Portuguese singer and actress (born 1976)

Ana Lúcia Pereira Moniz (born 9 September 1976) is a Portuguese singer and actress. Moniz represented her country in the Eurovision Song Contest 1996 and has released five music albums to date She has also acted in several television shows, in theatre, and in films, most prominently in the 2003 British ensemble film Love Actually.

==Life and career==

Ana Lúcia Pereira Moniz was born on 9 September 1976 in Lisbon, Portugal. She is the eldest of two daughters of composer, performer, and conductor Carlos Alberto Moniz, and singer and actress Maria do Amparo.

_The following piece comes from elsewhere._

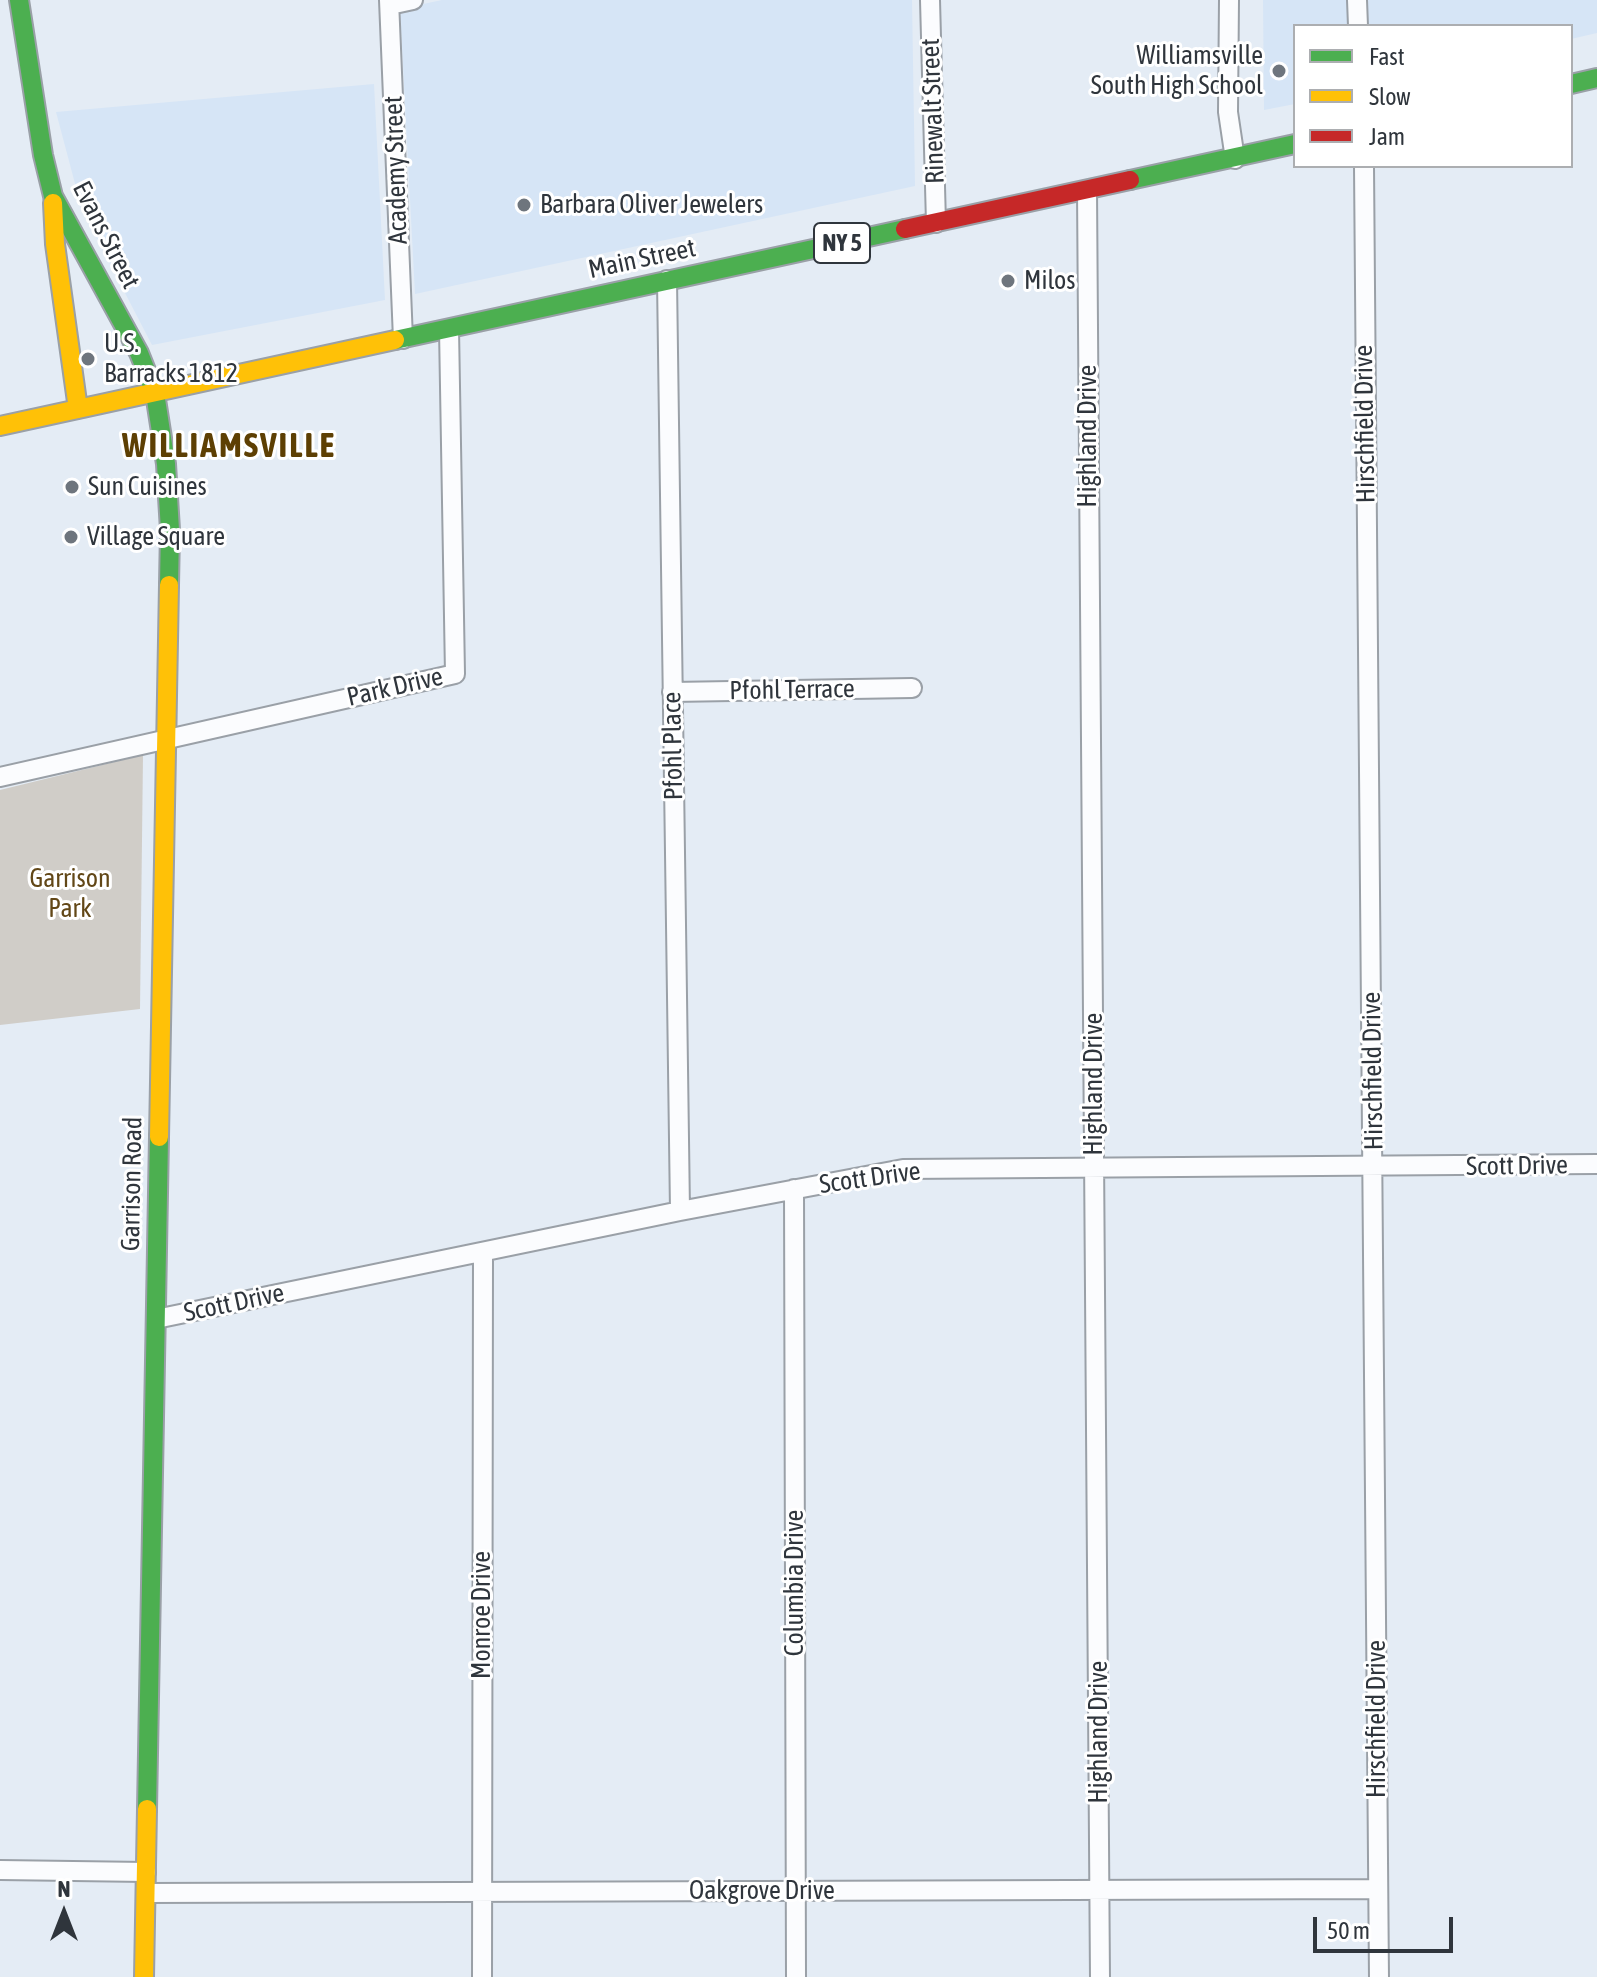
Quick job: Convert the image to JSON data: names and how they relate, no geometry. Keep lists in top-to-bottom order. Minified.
{"streets":{"street":["Rinewalt Street","Academy Street","Evans Street","NY 5","Main Street","Hirschfield Drive","Highland Drive","Park Drive","Pfohl Terrace","Pfohl Place","Scott Drive","Garrison Road","Columbia Drive","Monroe Drive","Oakgrove Drive"]},"crossings":[["Rinewalt Street","Main Street"],["Academy Street","Main Street"],["Evans Street","Main Street"],["Evans Street","Garrison Road"],["Main Street","Highland Drive"],["Main Street","Park Drive"],["Main Street","Pfohl Place"],["Main Street","Garrison Road"],["Hirschfield Drive","Scott Drive"],["Hirschfield Drive","Oakgrove Drive"],["Highland Drive","Scott Drive"],["Highland Drive","Oakgrove Drive"],["Park Drive","Garrison Road"],["Pfohl Terrace","Pfohl Place"],["Pfohl Place","Scott Drive"],["Scott Drive","Garrison Road"],["Scott Drive","Columbia Drive"],["Scott Drive","Monroe Drive"],["Garrison Road","Oakgrove Drive"],["Columbia Drive","Oakgrove Drive"],["Monroe Drive","Oakgrove Drive"]],"districts":["WILLIAMSVILLE"],"parks":["Garrison Park"],"places":["Williamsville South High School","Barbara Oliver Jewelers","Milos","U.S. Barracks 1812","Sun Cuisines","Village Square"],"legend":["Fast","Slow","Jam"],"scale_bar":"50 m","north":"top"}
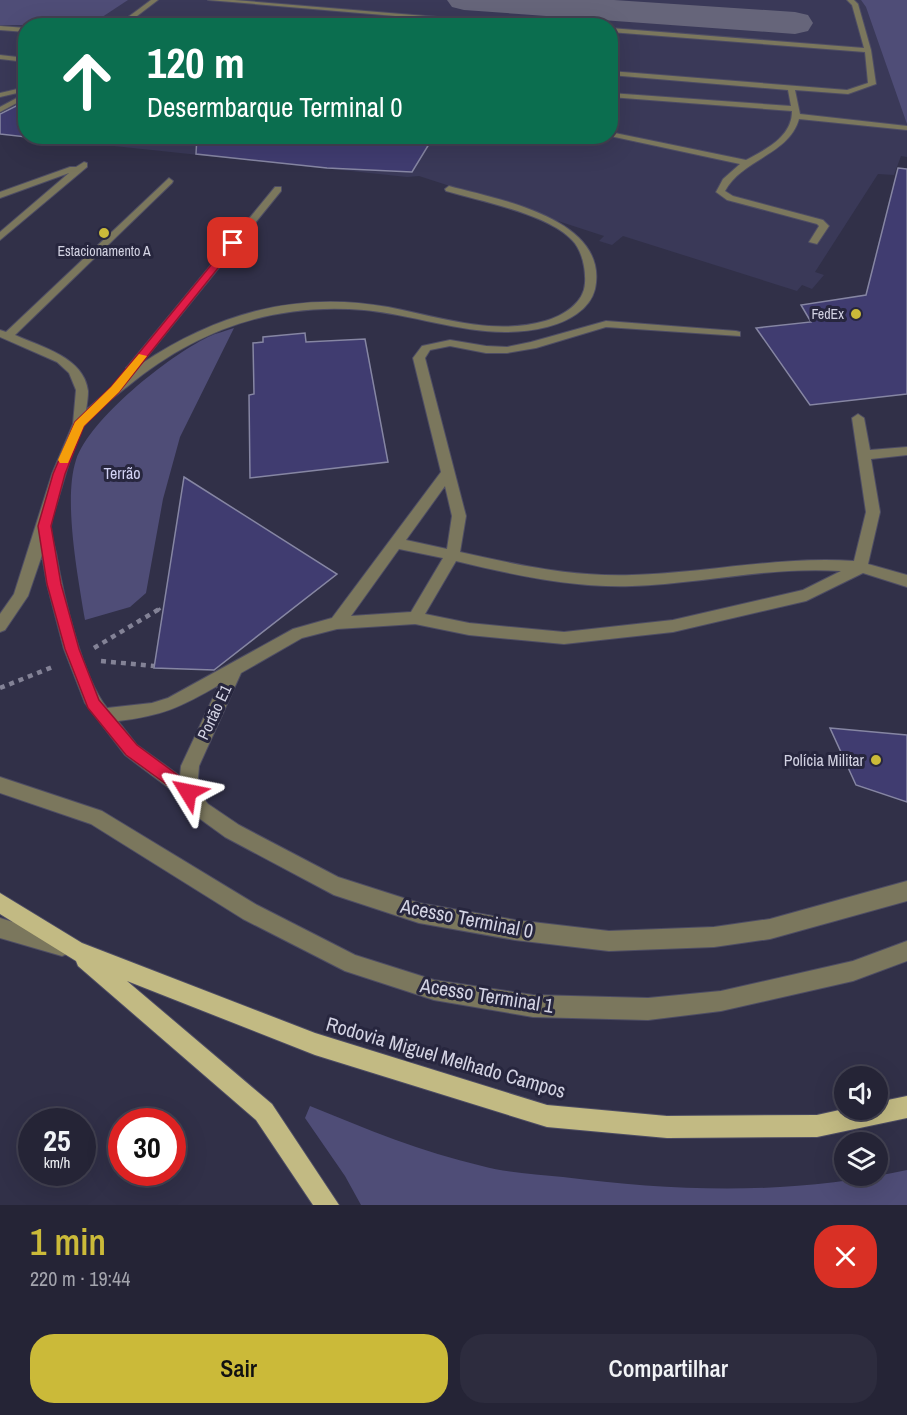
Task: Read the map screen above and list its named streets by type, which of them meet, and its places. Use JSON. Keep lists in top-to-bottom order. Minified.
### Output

She spent the early years of her life on the Azorian island of Terceira, where both her parents were born, but moved with her family to Lisbon after the archipelago was struck by a serious earthquake in 1980. From the age of 5 or 6 (Note: Moniz is quoted as giving both ages.) to 14, she was a pupil at the Accademia Nazionale di Santa Cecilia, until deciding to pursue a career in the visual arts rather than in music.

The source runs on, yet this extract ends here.